The Prime Minister has dismissed renewed calls for him to resign at the first PMQs since the parliamentary Easter recess.
In a heated session in which the Prime Minister struggled, and arguably failed, to stay calm, opposition leaders renewed calls for Johnson to resign in the first PMQs since the Prime Minister was issued a fixed penalty notice for breaching lockdown restrictions.
Keir Starmer opened by listing various government officials who had resigned for breaching lockdown rules, including those who the Prime Minister had condemned the actions of. Included among them was Allegra Stratton, former No. 10 spokesperson who resigned after footage emerged of her joking about a rule-breaking party.
“Allegra Stratton laughed at breaking the rules. She resigned. The Prime Minister then claimed he was furious at her behaviour and accepted her resignation.”
“Professor Neil Fergusson broke the rules. He also resigned. The Prime Minister said ‘that was the right thing to do’.”
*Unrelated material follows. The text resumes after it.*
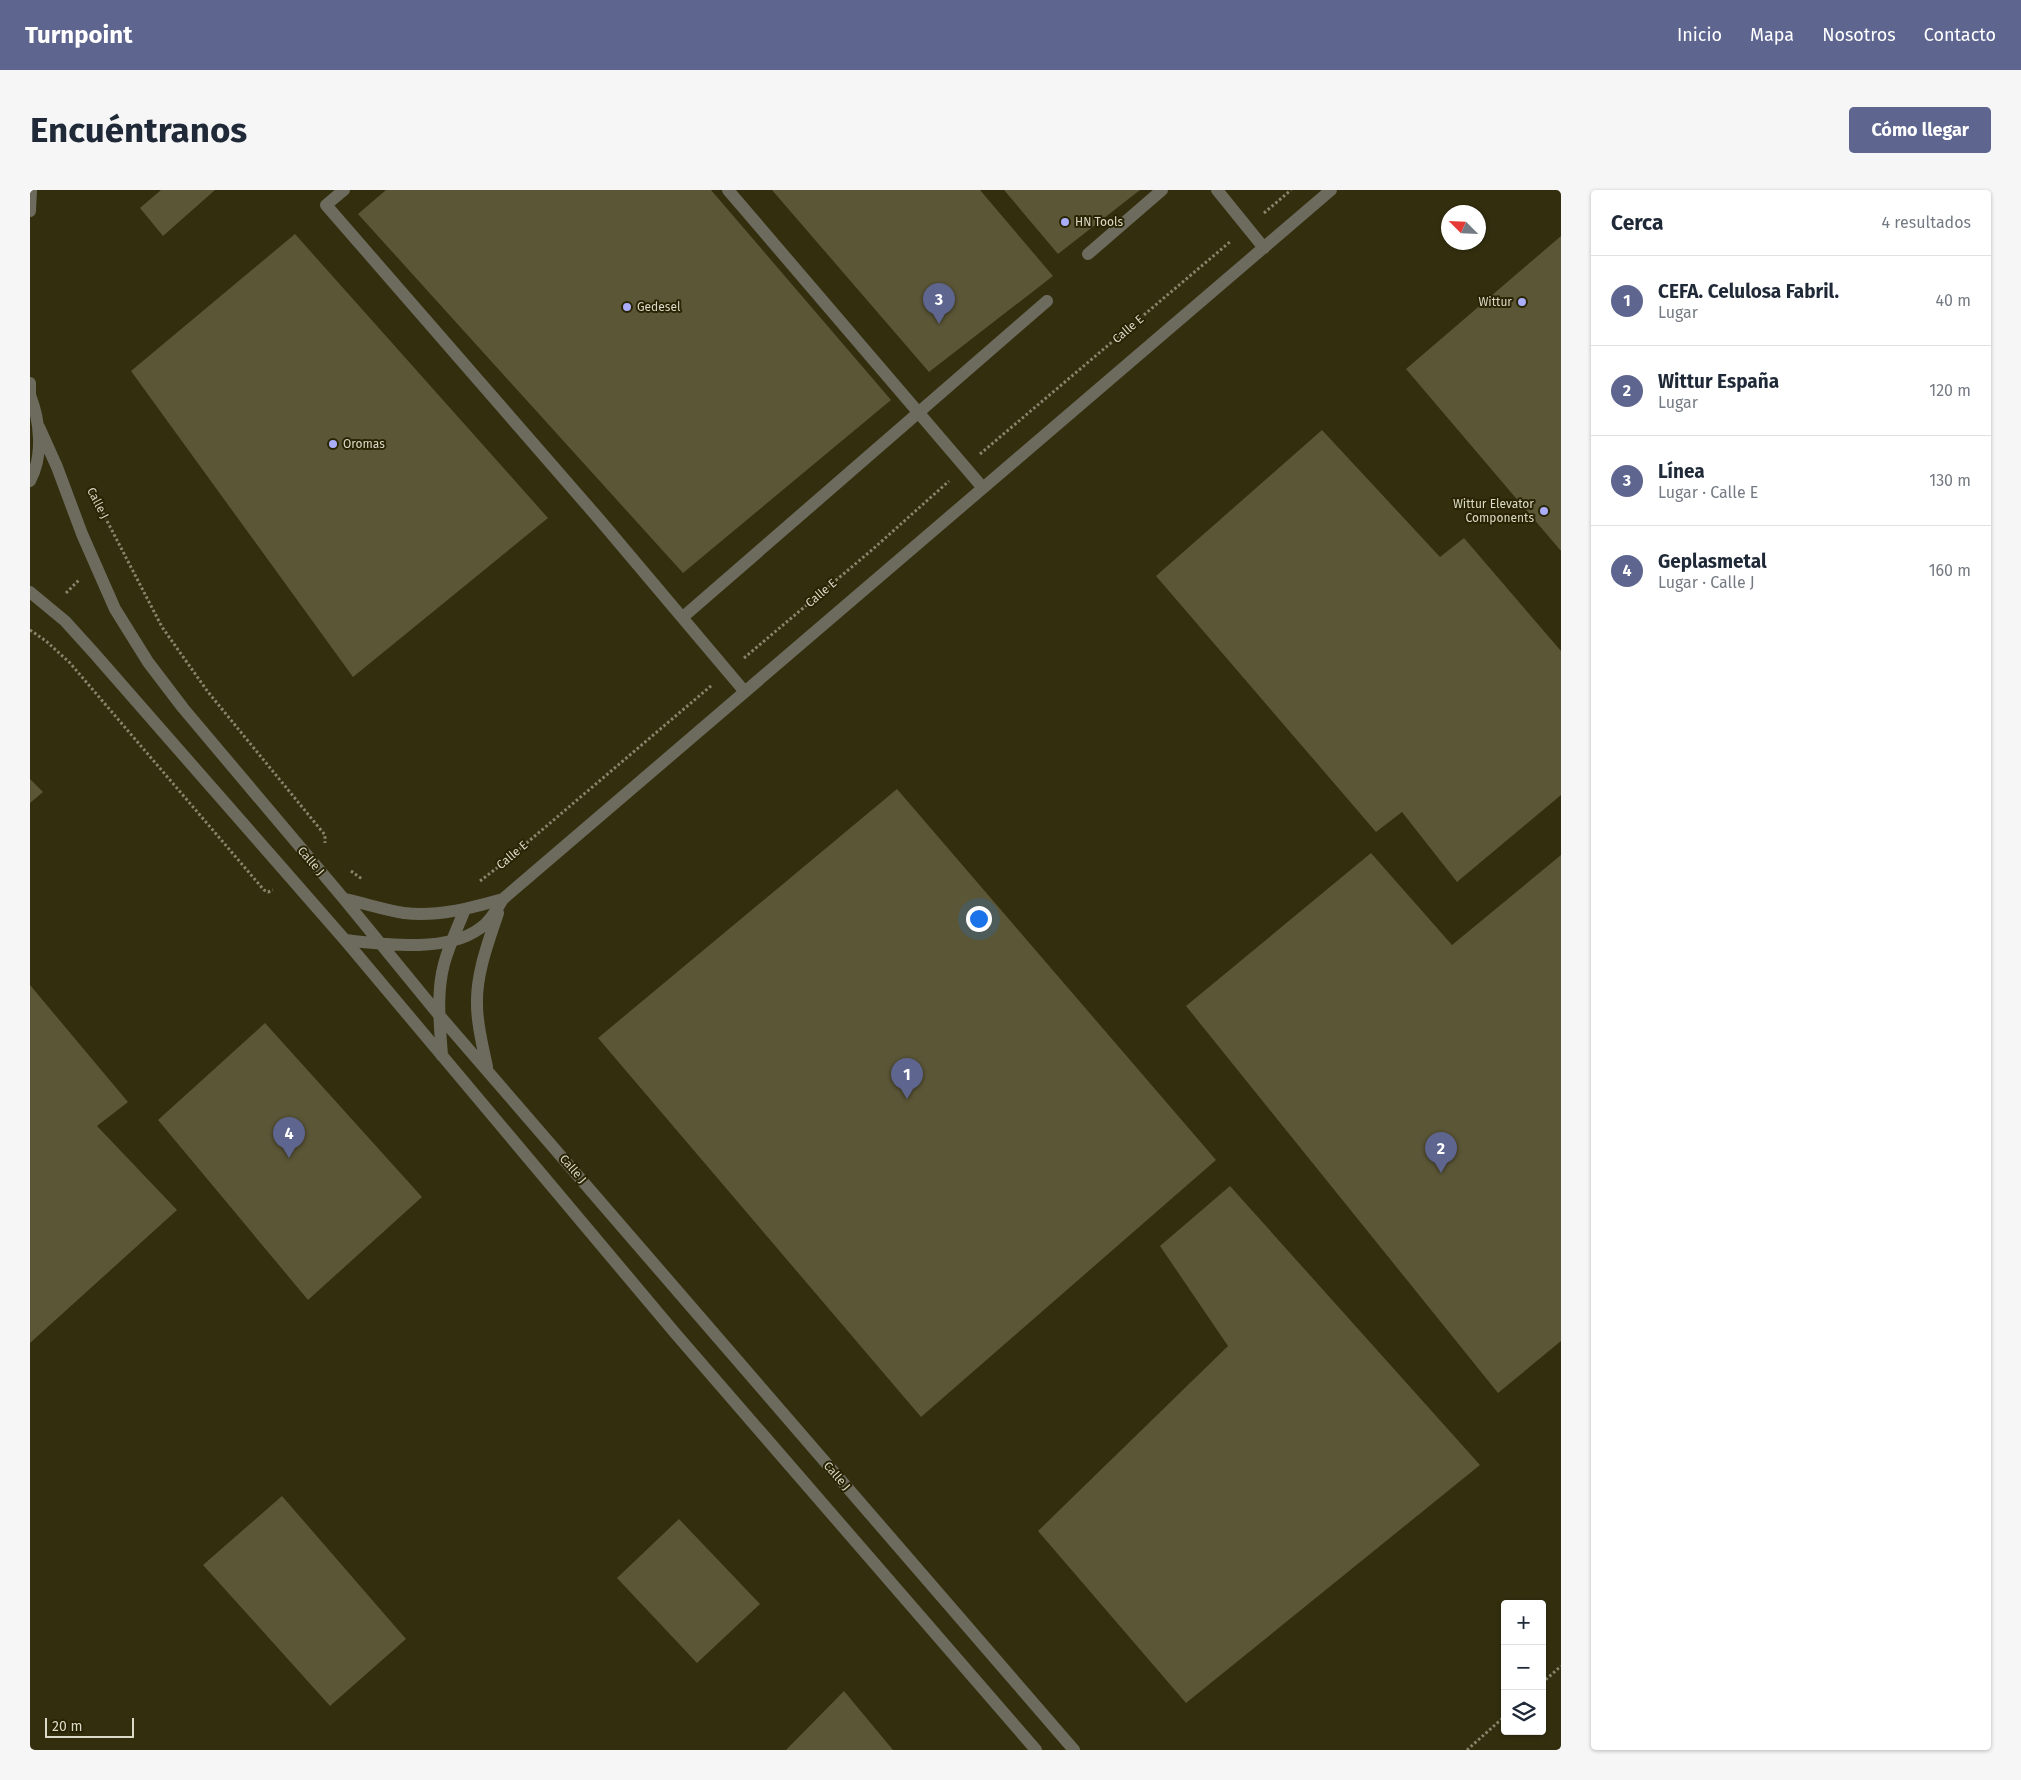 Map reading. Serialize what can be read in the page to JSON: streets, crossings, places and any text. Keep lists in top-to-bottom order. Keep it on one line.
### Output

“The former Health Secretary broke the rules; he too resigned. The Prime Minister tried to claim he’d sacked him!”
“Why does the Prime Minister think everybody else’s actions have consequences except his own?”
Johnson, predictably, deflected from the question with his familiar spiel about “getting the job done” and “delivering on promises” before accusing Starmer of “intellectual bankruptcy”, the first of several attacks he made against the Labour leader throughout the session.
“Yesterday’s apology lasted as long as the Prime Minister thought necessary to be clipped for the news. But once the cameras were off … he went back to blaming everyone else.”
Accusations were then aimed at the Prime Minister, accusing him of levelling insults against the Archbishop of Canterbury for his criticism of the government’s plan to transfer refugees to Rwanda, and also for allegedly claiming that the BBC was not being critical enough of Putin and Russia in its coverage of the conflict in Ukraine.
The Prime Minister claimed that he was surprised to be criticised for the Rwanda policy, although considering that he previously said that he was expecting legal challenges from human rights lawyers, and immediately received widespread criticism from those on both sides of the house for the policy suggests that such criticism was more than expected.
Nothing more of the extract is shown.